**Problem details**
For every entry below, give it back exactly and leave out any image.

**Dataset extract**
================================
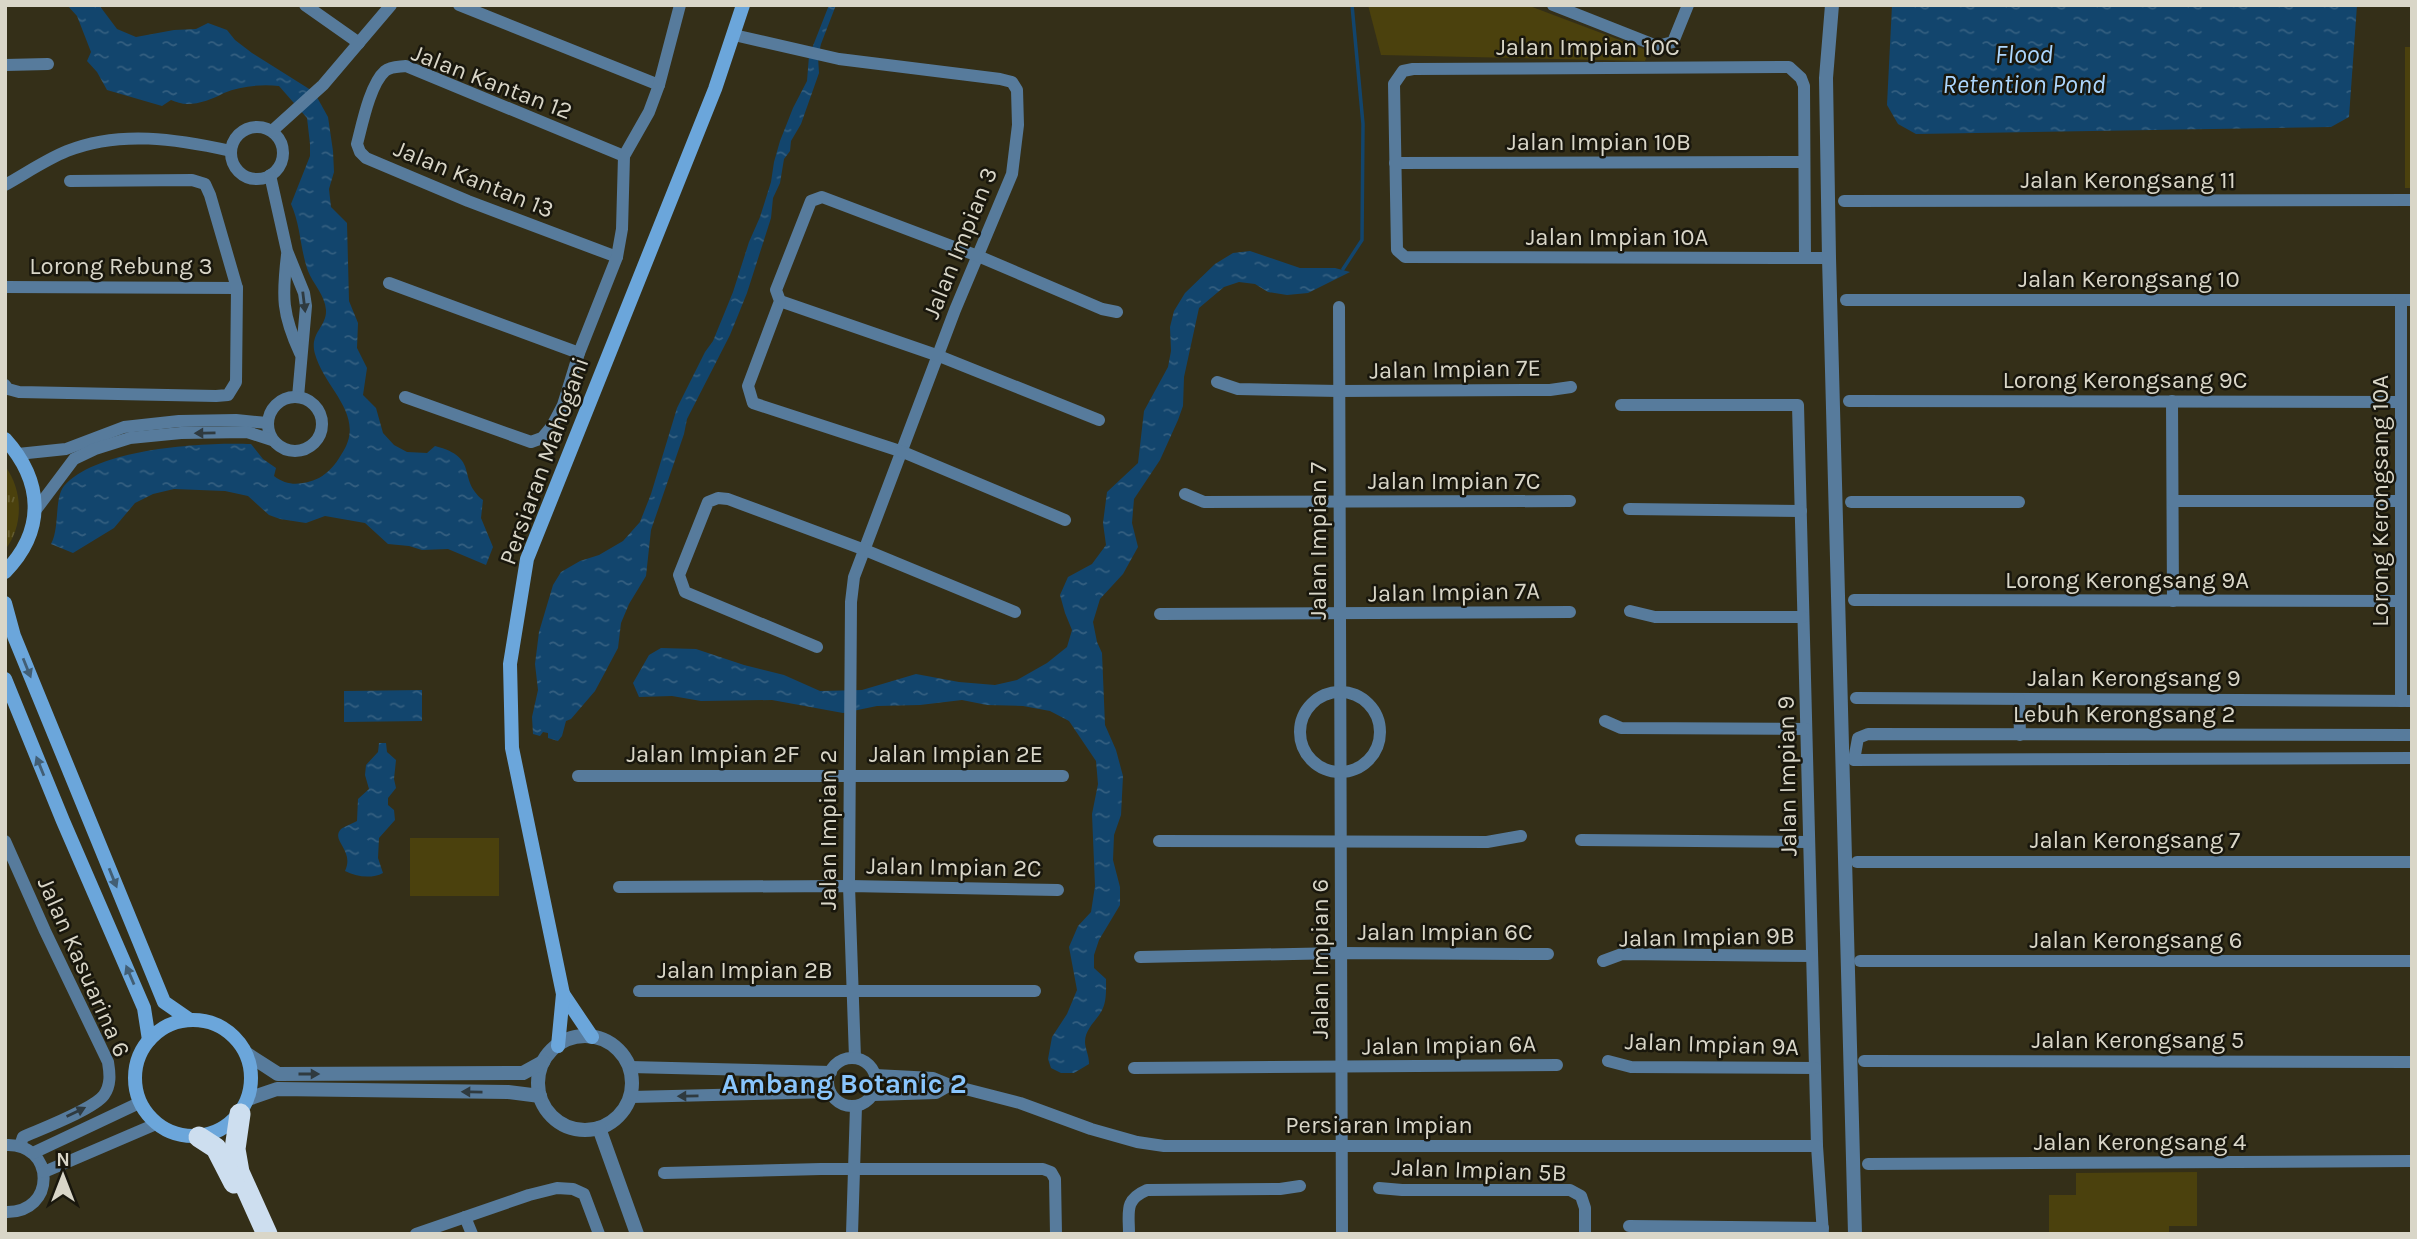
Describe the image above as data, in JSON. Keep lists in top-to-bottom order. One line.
{"streets":{"main road":["Persiaran Mahogani"],"street":["Jalan Impian 10C","Jalan Kantan 12","Jalan Impian 10B","Jalan Kantan 13","Jalan Kerongsang 11","Jalan Impian 10A","Jalan Impian 3","Lorong Rebung 3","Jalan Kerongsang 10","Jalan Impian 7E","Lorong Kerongsang 9C","Jalan Impian 7C","Lorong Kerongsang 10A","Jalan Impian 7","Lorong Kerongsang 9A","Jalan Impian 7A","Jalan Kerongsang 9","Lebuh Kerongsang 2","Jalan Impian 2F","Jalan Impian 2E","Jalan Impian 9","Jalan Impian 2","Jalan Kerongsang 7","Jalan Impian 2C","Jalan Impian 6C","Jalan Impian 9B","Jalan Kerongsang 6","Jalan Impian 6","Jalan Kasuarina 6","Jalan Impian 2B","Jalan Kerongsang 5","Jalan Impian 9A","Jalan Impian 6A","Persiaran Impian","Jalan Kerongsang 4","Jalan Impian 5B"]},"crossings":[["Jalan Impian 10C","Jalan Impian 10B"],["Jalan Impian 10C","Jalan Impian 10A"],["Jalan Kantan 12","Jalan Kantan 13"],["Jalan Impian 10B","Jalan Impian 10A"],["Jalan Impian 3","Persiaran Mahogani"],["Jalan Impian 3","Jalan Impian 2"],["Jalan Kerongsang 10","Lorong Kerongsang 10A"],["Jalan Impian 7E","Jalan Impian 7"],["Lorong Kerongsang 9C","Lorong Kerongsang 10A"],["Jalan Impian 7C","Jalan Impian 7"],["Lorong Kerongsang 10A","Lorong Kerongsang 9A"],["Lorong Kerongsang 10A","Jalan Kerongsang 9"],["Jalan Impian 7","Jalan Impian 7A"],["Jalan Impian 7","Jalan Impian 6"],["Jalan Impian 2F","Jalan Impian 2E"],["Jalan Impian 2F","Jalan Impian 2"],["Jalan Impian 2E","Jalan Impian 2"],["Jalan Impian 9","Jalan Impian 9B"],["Jalan Impian 9","Jalan Impian 9A"],["Jalan Impian 9","Persiaran Impian"],["Jalan Impian 2","Jalan Impian 2C"],["Jalan Impian 2","Jalan Impian 2B"],["Jalan Impian 2","Persiaran Impian"],["Jalan Impian 6C","Jalan Impian 6"],["Jalan Impian 6","Jalan Impian 6A"],["Jalan Impian 6","Persiaran Impian"]],"districts":["Ambang Botanic 2"],"water":["Flood Retention Pond"],"north":"top"}
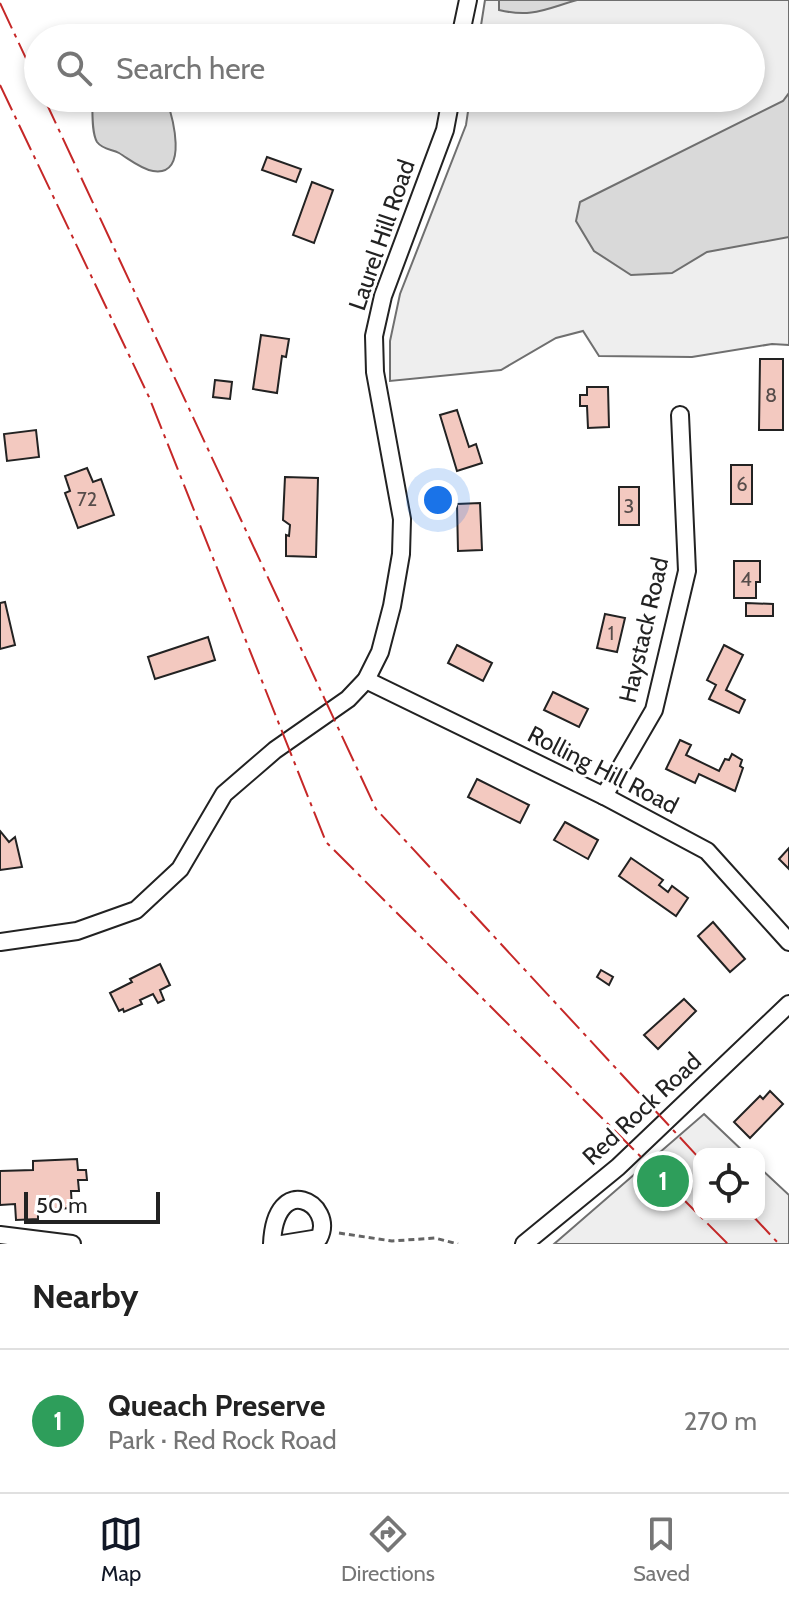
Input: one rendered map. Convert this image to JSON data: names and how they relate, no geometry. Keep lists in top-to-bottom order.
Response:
{
  "streets": {
    "street": [
      "Laurel Hill Road",
      "Haystack Road",
      "Rolling Hill Road",
      "Red Rock Road"
    ]
  },
  "crossings": [
    ["Laurel Hill Road", "Rolling Hill Road"],
    ["Haystack Road", "Rolling Hill Road"]
  ],
  "house_numbers": [
    "8",
    "6",
    "72",
    "3",
    "4",
    "1"
  ],
  "scale_bar": "50 m",
  "page": {
    "search": "Search here",
    "pins": "1",
    "scale": "50 m",
    "heading": "Nearby",
    "list": [
      {
        "mark": "1",
        "name": "Queach Preserve",
        "note": "Park · Red Rock Road",
        "value": "270 m"
      }
    ],
    "nav": ["Map", "Directions", "Saved"]
  }
}
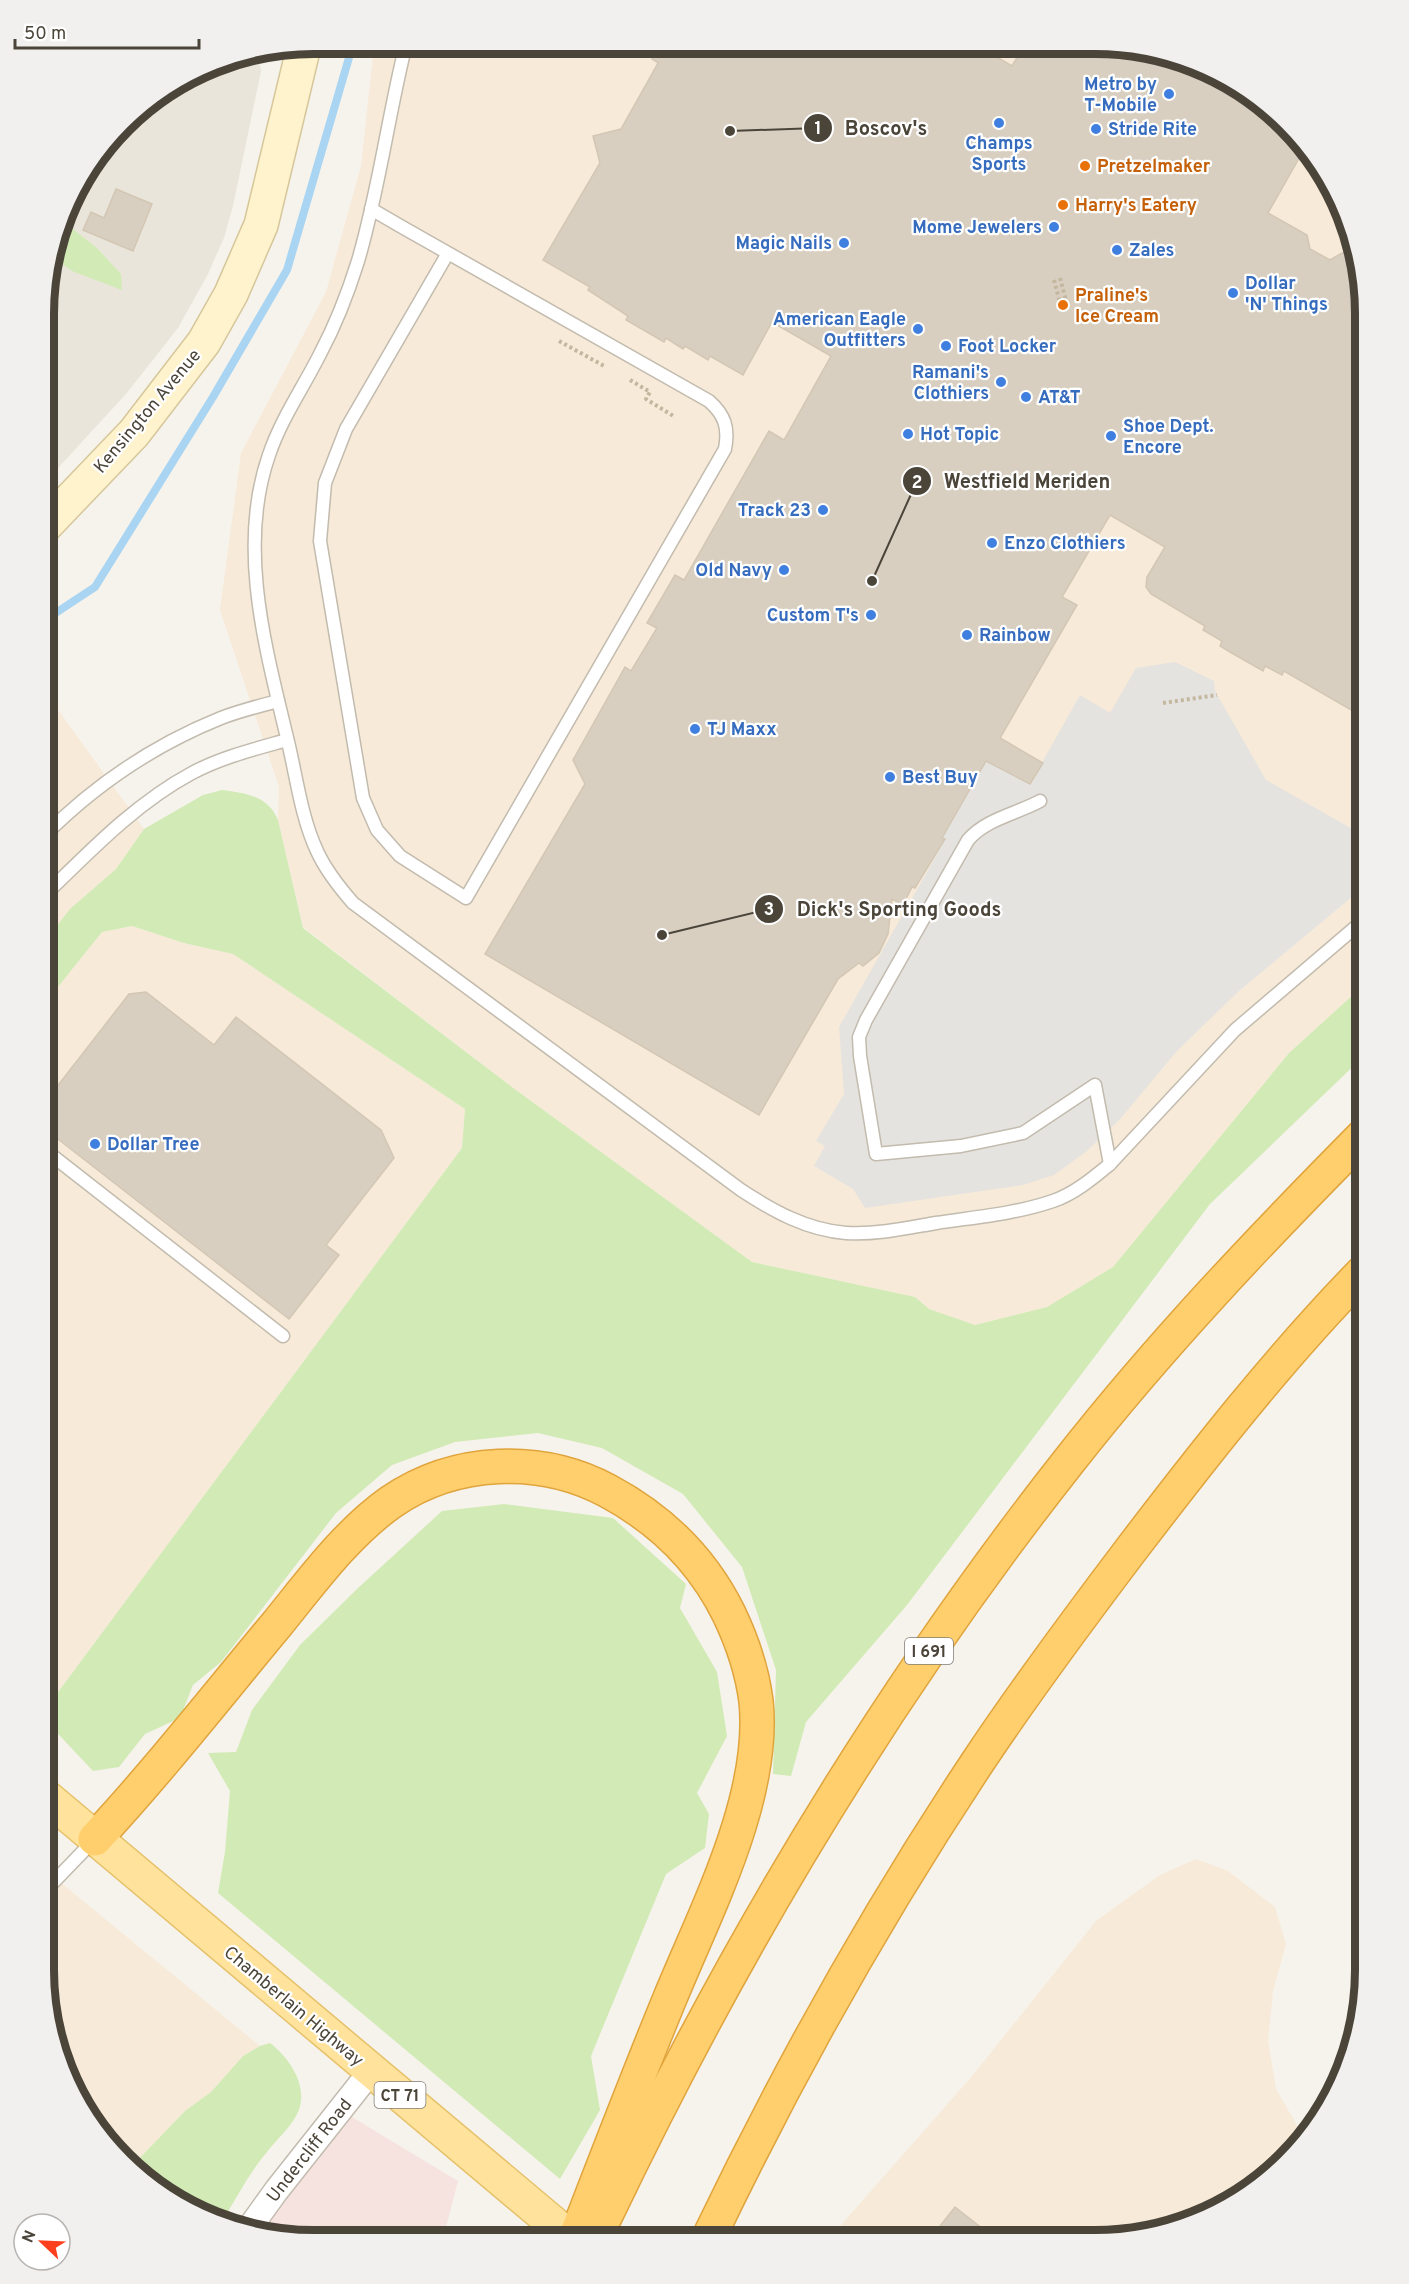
================================
**Reply to the exercise**
Describe the image above as data, in JSON. Keep lists in top-to-bottom order. One line.
{"streets":{"main road":["Persiaran Mahogani"],"street":["Jalan Impian 10C","Jalan Kantan 12","Jalan Impian 10B","Jalan Kantan 13","Jalan Kerongsang 11","Jalan Impian 10A","Jalan Impian 3","Lorong Rebung 3","Jalan Kerongsang 10","Jalan Impian 7E","Lorong Kerongsang 9C","Jalan Impian 7C","Lorong Kerongsang 10A","Jalan Impian 7","Lorong Kerongsang 9A","Jalan Impian 7A","Jalan Kerongsang 9","Lebuh Kerongsang 2","Jalan Impian 2F","Jalan Impian 2E","Jalan Impian 9","Jalan Impian 2","Jalan Kerongsang 7","Jalan Impian 2C","Jalan Impian 6C","Jalan Impian 9B","Jalan Kerongsang 6","Jalan Impian 6","Jalan Kasuarina 6","Jalan Impian 2B","Jalan Kerongsang 5","Jalan Impian 9A","Jalan Impian 6A","Persiaran Impian","Jalan Kerongsang 4","Jalan Impian 5B"]},"crossings":[["Jalan Impian 10C","Jalan Impian 10B"],["Jalan Impian 10C","Jalan Impian 10A"],["Jalan Kantan 12","Jalan Kantan 13"],["Jalan Impian 10B","Jalan Impian 10A"],["Jalan Impian 3","Persiaran Mahogani"],["Jalan Impian 3","Jalan Impian 2"],["Jalan Kerongsang 10","Lorong Kerongsang 10A"],["Jalan Impian 7E","Jalan Impian 7"],["Lorong Kerongsang 9C","Lorong Kerongsang 10A"],["Jalan Impian 7C","Jalan Impian 7"],["Lorong Kerongsang 10A","Lorong Kerongsang 9A"],["Lorong Kerongsang 10A","Jalan Kerongsang 9"],["Jalan Impian 7","Jalan Impian 7A"],["Jalan Impian 7","Jalan Impian 6"],["Jalan Impian 2F","Jalan Impian 2E"],["Jalan Impian 2F","Jalan Impian 2"],["Jalan Impian 2E","Jalan Impian 2"],["Jalan Impian 9","Jalan Impian 9B"],["Jalan Impian 9","Jalan Impian 9A"],["Jalan Impian 9","Persiaran Impian"],["Jalan Impian 2","Jalan Impian 2C"],["Jalan Impian 2","Jalan Impian 2B"],["Jalan Impian 2","Persiaran Impian"],["Jalan Impian 6C","Jalan Impian 6"],["Jalan Impian 6","Jalan Impian 6A"],["Jalan Impian 6","Persiaran Impian"]],"districts":["Ambang Botanic 2"],"water":["Flood Retention Pond"],"north":"top"}
Input: one rendered map. Convert this image to JSON data: names and how they relate, no geometry. Keep lists in top-to-bottom order.
Response:
{
  "streets": {
    "street": [
      "Laurel Hill Road",
      "Haystack Road",
      "Rolling Hill Road",
      "Red Rock Road"
    ]
  },
  "crossings": [
    ["Laurel Hill Road", "Rolling Hill Road"],
    ["Haystack Road", "Rolling Hill Road"]
  ],
  "house_numbers": [
    "8",
    "6",
    "72",
    "3",
    "4",
    "1"
  ],
  "scale_bar": "50 m",
  "page": {
    "search": "Search here",
    "pins": "1",
    "scale": "50 m",
    "heading": "Nearby",
    "list": [
      {
        "mark": "1",
        "name": "Queach Preserve",
        "note": "Park · Red Rock Road",
        "value": "270 m"
      }
    ],
    "nav": ["Map", "Directions", "Saved"]
  }
}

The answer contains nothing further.